▸ RECORD EXCERPTS
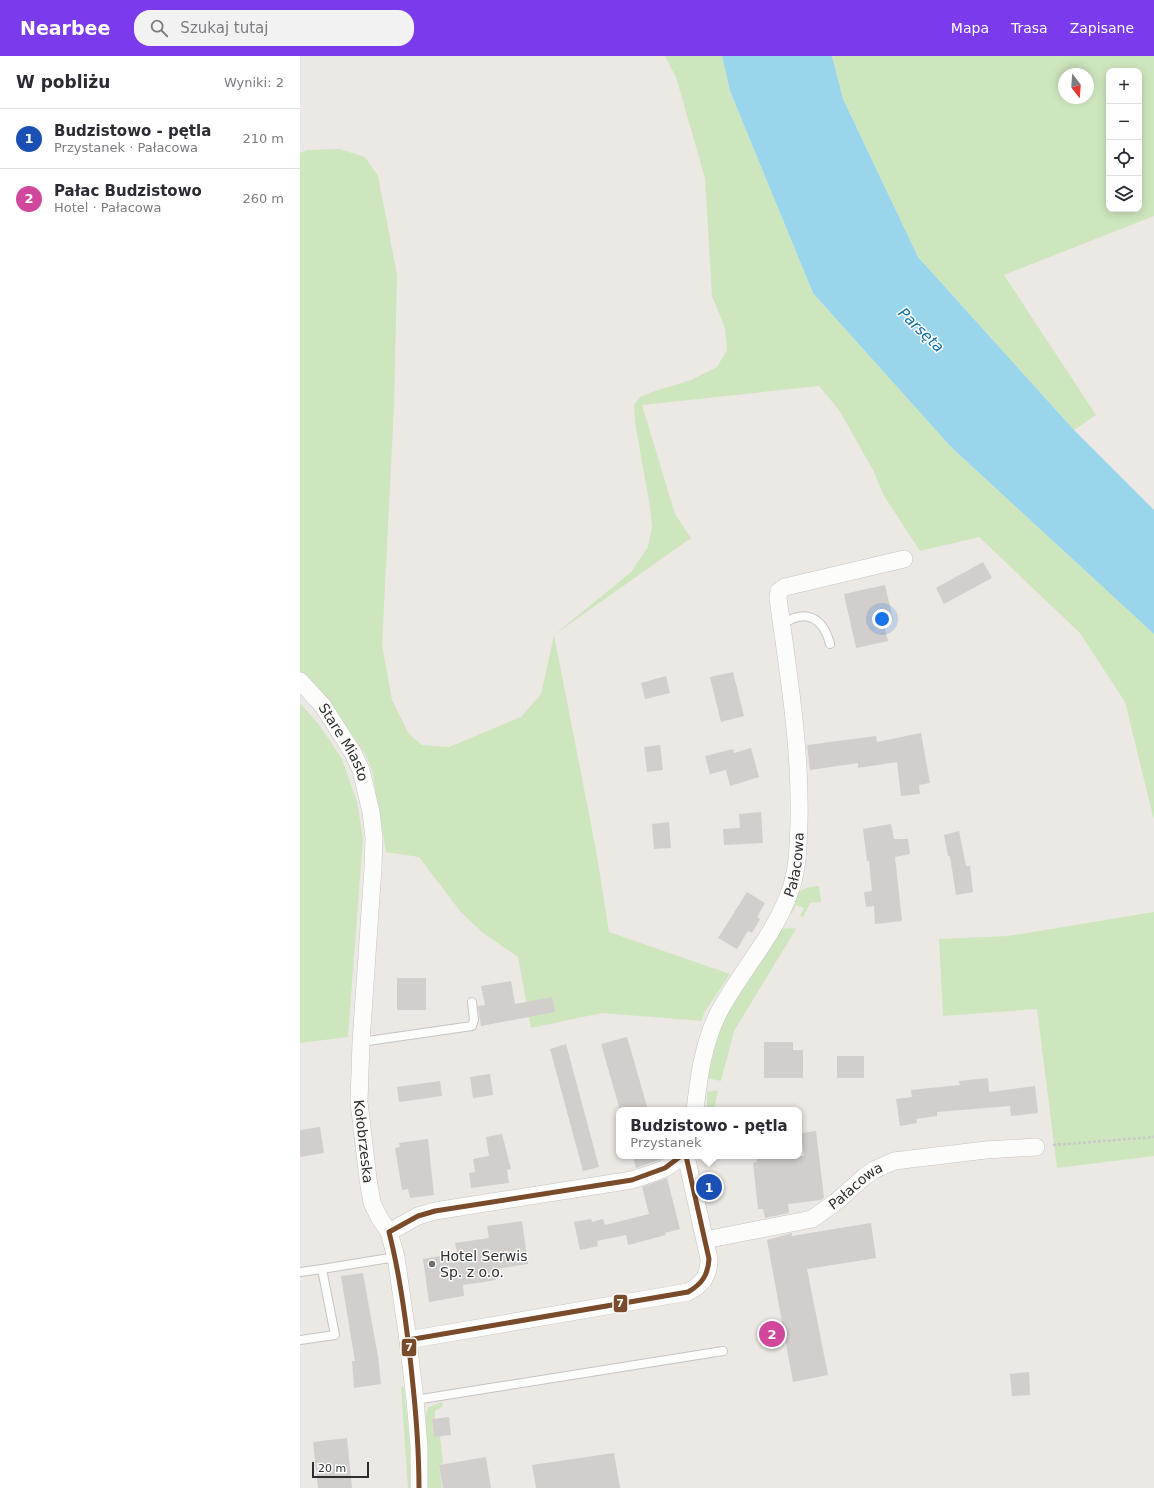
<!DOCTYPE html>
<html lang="pl">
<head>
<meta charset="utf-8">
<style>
	body { margin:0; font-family:"DejaVu Sans",sans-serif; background:#f2f2f3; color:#2b2b33 }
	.controls { position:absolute; right:12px; top:12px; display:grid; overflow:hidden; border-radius:8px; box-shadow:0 2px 10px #0003 }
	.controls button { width:36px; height:36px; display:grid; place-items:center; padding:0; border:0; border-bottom:1px solid #e1e1e2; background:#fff; color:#2b2b33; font:20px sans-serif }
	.compass { position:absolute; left:758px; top:12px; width:36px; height:36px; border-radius:50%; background:#fff; box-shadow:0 2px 10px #0003; rotate:163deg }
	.scale { position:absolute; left:12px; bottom:10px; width:57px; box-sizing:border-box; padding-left:4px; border:2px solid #2e2e2e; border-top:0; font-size:11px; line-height:14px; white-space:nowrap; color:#2e2e2e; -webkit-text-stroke:3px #fff; paint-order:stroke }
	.you { position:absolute; left:582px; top:563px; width:14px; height:14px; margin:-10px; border:3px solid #fff; border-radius:50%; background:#1a73e8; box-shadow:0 0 0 6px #1a73e833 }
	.badge { display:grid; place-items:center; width:26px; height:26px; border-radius:50%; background:#7c3aed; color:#fff; font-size:13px; font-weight:700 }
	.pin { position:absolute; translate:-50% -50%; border:2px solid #fff; box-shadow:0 1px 4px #0006 }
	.popup { position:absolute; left:316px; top:1051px; width:186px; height:52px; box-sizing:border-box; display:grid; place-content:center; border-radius:8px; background:#fff; filter:drop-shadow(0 1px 3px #0005); font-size:13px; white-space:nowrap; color:#7c7c81 }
	.popup b { font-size:15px; color:#2b2b33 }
	.popup::after { content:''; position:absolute; left:50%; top:100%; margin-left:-8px; border:8px solid transparent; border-top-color:#fff }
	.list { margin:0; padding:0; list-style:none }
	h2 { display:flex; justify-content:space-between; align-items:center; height:52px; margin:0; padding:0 16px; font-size:17px }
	h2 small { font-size:13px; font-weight:400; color:#7c7c81 }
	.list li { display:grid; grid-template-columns:26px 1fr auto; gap:12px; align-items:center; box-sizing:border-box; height:60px; padding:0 16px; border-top:1px solid #e1e1e2 }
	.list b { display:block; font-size:15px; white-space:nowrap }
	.list p { margin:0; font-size:13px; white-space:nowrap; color:#7c7c81 }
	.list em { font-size:13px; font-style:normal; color:#7c7c81 }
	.icon { flex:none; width:22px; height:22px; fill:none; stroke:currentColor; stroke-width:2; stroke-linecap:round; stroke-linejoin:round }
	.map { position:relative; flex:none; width:854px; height:1432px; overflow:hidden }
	header { display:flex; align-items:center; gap:24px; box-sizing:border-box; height:56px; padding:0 20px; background:#7c3aed; color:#fff }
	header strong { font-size:19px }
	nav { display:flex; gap:22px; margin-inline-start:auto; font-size:14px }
	.search { width:280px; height:36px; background:#f2f2f3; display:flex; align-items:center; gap:10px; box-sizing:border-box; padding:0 14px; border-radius:16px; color:#7c7c81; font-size:15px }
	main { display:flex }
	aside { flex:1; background:#fff }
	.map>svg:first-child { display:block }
	.green { fill:#cee6be; fill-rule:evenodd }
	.water { fill:#99d6ec }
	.building { fill:#d1cecb }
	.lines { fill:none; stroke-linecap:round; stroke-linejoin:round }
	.service-casing { stroke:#c5c4c5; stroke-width:10 }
	.minor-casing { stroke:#c5c4c5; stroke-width:18 }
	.path { stroke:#c9c9c8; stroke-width:2.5; stroke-dasharray:3 2; stroke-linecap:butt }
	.service { stroke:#fcfcfb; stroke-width:8 }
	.minor { stroke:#fcfcfb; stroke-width:17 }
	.bus-1-casing { stroke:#fff; stroke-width:8 }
	.bus-1 { stroke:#7a4b2a; stroke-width:5 }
	.poi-dot { fill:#706f6e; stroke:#fff; stroke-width:1.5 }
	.labels { text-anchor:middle; stroke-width:3; stroke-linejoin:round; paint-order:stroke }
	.street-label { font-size:14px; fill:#2e2e2e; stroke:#fff }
	.poi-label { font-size:14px; fill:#2e2e2e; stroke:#fff; text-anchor:start }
	.water-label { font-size:15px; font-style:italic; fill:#0d6fa3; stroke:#fff }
	.line-badge { stroke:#fff; stroke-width:1.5 }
	.badge-label { font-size:11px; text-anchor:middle; font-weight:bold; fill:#fff }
</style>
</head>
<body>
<header>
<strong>Nearbee</strong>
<div class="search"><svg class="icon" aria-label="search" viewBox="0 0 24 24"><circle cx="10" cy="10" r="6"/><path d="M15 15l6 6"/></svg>Szukaj tutaj</div>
<nav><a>Mapa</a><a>Trasa</a><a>Zapisane</a></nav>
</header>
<main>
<aside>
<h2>W pobliżu<small>Wyniki: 2</small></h2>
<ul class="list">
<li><span class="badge" style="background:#1a4fb4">1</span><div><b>Budzistowo - pętla</b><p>Przystanek · Pałacowa</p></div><em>210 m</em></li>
<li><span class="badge" style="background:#d1479c">2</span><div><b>Pałac Budzistowo</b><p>Hotel · Pałacowa</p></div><em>260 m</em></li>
</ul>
</aside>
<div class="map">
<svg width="854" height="1432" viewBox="0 0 854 1432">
	<rect width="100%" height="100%" fill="#ece8e4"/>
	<path class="green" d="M365,0H422L430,35L513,237L651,391L854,578V764L825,646L780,577L679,481L620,495L584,440L573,414L539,354L519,330L342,349L375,458L391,482L254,579L296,794L309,876L430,918L404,957L402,965L302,957L231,972L218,901L182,876L160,855L119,801L86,796L72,714L64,696L32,653L0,621V97L7,94L39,93L65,101L78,120L97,218L94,351L82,589L92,644L109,678L122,689L149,691L221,661L241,638L254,579L331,516L348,491L352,471L350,451L335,366L334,349L340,341L352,336L391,324L417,311L427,294L425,272L412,240L405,122L376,21Z
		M532,0H854V160L704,219L796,359L774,374L618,201L543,43ZM809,15H839V153H809ZM764,18H788V42H764Z
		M0,647L20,670L42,703L57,746L63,782L48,981L0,987Z
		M519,830L521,846L510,847L503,861L500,860L504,852L496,849L492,858L489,855C497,837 498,831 519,830Z
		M854,856V1100L757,1112L737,953L643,960L639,883L708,880Z
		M492,872L496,873L434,975L421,1025L407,1022L419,977L427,959L449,918L480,873Z
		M418,1034L414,1054H407V1036Z
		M101,1330L104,1332L110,1392L111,1432H108Z
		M142,1346L143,1350L135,1355V1362L132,1363L134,1381L140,1380L143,1407L139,1409L142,1432H127L126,1357L129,1351Z"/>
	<path class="water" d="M422,0H532L543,43L618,201L774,374L854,454V578L651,391L513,237L430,35Z"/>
	<path class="building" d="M683,506L692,522L644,548L636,532Z
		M585,529L593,563L583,565L588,585L556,592L544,538Z
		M433,616L444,660L421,666L410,621Z
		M366,620L370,637L345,643L341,627Z
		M621,677L630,727L619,729L620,738L601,740L597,706L558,712V707L510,714L507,689L576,680L577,686Z
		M360,689L363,714L347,716L344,691Z
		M451,692L459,721L430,730L426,714L410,718L405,700L433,693L434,697Z
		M461,756L463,787L424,789L423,773L440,772L439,758Z
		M369,766L371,792L354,793L352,768Z
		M591,768L594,783H608L610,798L595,801L602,865L575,868L574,850L566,851L564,836L572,835L569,805H567L563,773Z
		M659,775L666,810H670L673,836L656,839L650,800H648L644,779Z
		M447,836L465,847L457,861L460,863L452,877L448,875L437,893L418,882Z
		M97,922H126V954H97Z
		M211,925L215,948L252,941L255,956L181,970L178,950L185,949L181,930Z
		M327,981L334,1005L348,1054H320L301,988Z
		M464,986H493V994H503V1022H464Z
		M266,988L299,1111L283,1115L250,993Z
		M537,1000H564V1022H537Z
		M190,1018L193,1039L173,1042L170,1021Z
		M688,1022L689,1036L735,1030L738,1057L711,1060L710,1050L637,1056V1060L616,1063L617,1067L600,1070L596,1043L612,1041L611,1034L660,1029L659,1025Z
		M140,1025L142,1040L99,1046L97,1031Z
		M20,1071L24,1097L0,1101V1074Z
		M516,1075L524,1142L521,1144L488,1148L489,1157L465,1162L463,1153H458L453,1107L457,1106V1100H504L501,1077Z
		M202,1078L211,1113L207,1114L209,1127L171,1132L169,1117L175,1116L173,1103L189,1100L186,1081Z
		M128,1083L134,1139L110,1142L108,1133L102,1134L95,1092L100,1091L99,1087Z
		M333,1100H360L361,1103L336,1112Z
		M367,1122L380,1173L365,1177L366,1179L328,1189L326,1179L297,1185L298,1190L280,1194L274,1166L291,1163L292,1166L303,1163L305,1169L349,1158L342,1131Z
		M222,1165L228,1208L195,1213L196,1224L163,1229L164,1240L129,1246L123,1203L157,1197L155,1187L189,1182L187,1170Z
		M571,1167L576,1202L507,1213L528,1319L493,1326L467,1184L492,1177V1180Z
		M63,1217L78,1301L81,1328L54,1332L52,1305H55L41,1220Z
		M729,1316L730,1339L712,1340L710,1318Z
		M149,1361L151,1379L134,1381L132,1363Z
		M47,1382L52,1432H18L13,1386Z
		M314,1397L320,1432H236L232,1409Z
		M186,1401L191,1432H143L139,1409Z"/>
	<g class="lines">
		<g class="service-casing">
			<path id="service" d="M482,569C505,552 523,561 530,588
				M61,986L172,970L174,964L172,946
				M0,1216L22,1213
				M0,1284L35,1279L22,1213L96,1201
				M115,1344L423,1295"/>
		</g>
		<g class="minor-casing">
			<g id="minor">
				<path id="s1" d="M0,625L23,650L53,697L61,714L71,756L74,782L73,812L61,986L59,1046L68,1123L72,1147L80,1163L89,1176L96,1201L108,1284L115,1344L119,1391V1432"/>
				<path id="s2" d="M395,1054C399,1021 403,988 418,958C439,917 473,882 489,838C498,815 498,791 499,767C501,691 488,616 478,542L479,535L485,531L604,503"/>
				<path d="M89,1176L118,1160L135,1155L332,1124C350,1118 368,1114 381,1100"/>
				<path id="s3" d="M405,1184L512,1163L536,1146L564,1121L574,1114L594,1105L686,1094L736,1091"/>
				<path d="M108,1284L388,1236C402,1229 409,1220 409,1203L386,1100"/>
			</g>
		</g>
		<path class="path" d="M753,1089L854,1081"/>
		<use href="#service" class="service"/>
		<use href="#minor" class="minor"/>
		<g class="bus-1-casing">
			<path id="bus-1" d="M108,1284L388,1236C402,1228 408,1219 409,1203L386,1100
				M119,1432C119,1394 116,1357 112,1320C107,1271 101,1223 89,1176L118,1160L135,1155L332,1124L365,1112L381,1100"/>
		</g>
		<use href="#bus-1" class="bus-1"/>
	</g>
	<circle class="poi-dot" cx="132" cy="1208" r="4"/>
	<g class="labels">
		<g class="street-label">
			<text dy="5" stroke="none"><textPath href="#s1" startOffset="76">Stare Miasto</textPath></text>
			<text dy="5" stroke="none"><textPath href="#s2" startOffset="269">Pałacowa</textPath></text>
			<text dy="5" stroke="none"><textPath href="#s1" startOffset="482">Kołobrzeska</textPath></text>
			<text dy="5" stroke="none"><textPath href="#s3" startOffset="164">Pałacowa</textPath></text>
		</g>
		<g class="poi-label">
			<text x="140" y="1205">Hotel Serwis<tspan x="140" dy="16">Sp. z o.o.</tspan></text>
		</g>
		<g class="water-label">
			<text transform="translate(621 274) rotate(44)" y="5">Parsęta</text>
		</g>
	</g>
	<g class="line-badge">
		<rect x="313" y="1238" width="15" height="19" rx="4" fill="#7a4b2a"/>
		<rect x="101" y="1282" width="16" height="19" rx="4" fill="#7a4b2a"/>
	</g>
	<g class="badge-label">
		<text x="320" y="1251">7</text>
		<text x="109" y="1295">7</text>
	</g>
</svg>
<div class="controls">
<button>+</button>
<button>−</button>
<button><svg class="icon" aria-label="locate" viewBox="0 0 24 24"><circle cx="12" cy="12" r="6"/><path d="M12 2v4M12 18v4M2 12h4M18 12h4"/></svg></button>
<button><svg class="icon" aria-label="layers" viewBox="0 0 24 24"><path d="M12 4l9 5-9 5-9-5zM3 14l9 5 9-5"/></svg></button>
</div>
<svg class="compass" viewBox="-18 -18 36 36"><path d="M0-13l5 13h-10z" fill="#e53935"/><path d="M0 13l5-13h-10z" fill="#7c7c81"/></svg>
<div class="scale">20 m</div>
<div class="you"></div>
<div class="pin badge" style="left:409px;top:1131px;background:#1a4fb4">1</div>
<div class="popup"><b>Budzistowo - pętla</b>Przystanek</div>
<div class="pin badge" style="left:472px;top:1278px;background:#d1479c">2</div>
</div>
</main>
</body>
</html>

▸ EXERCISE INSTRUCTIONS
Each line above that holds the string "controls" should be copied and shown.

▸ SOLUTION TO THE EXERCISE
	.controls { position:absolute; right:12px; top:12px; display:grid; overflow:hidden; border-radius:8px; box-shadow:0 2px 10px #0003 }
	.controls button { width:36px; height:36px; display:grid; place-items:center; padding:0; border:0; border-bottom:1px solid #e1e1e2; background:#fff; color:#2b2b33; font:20px sans-serif }
<div class="controls">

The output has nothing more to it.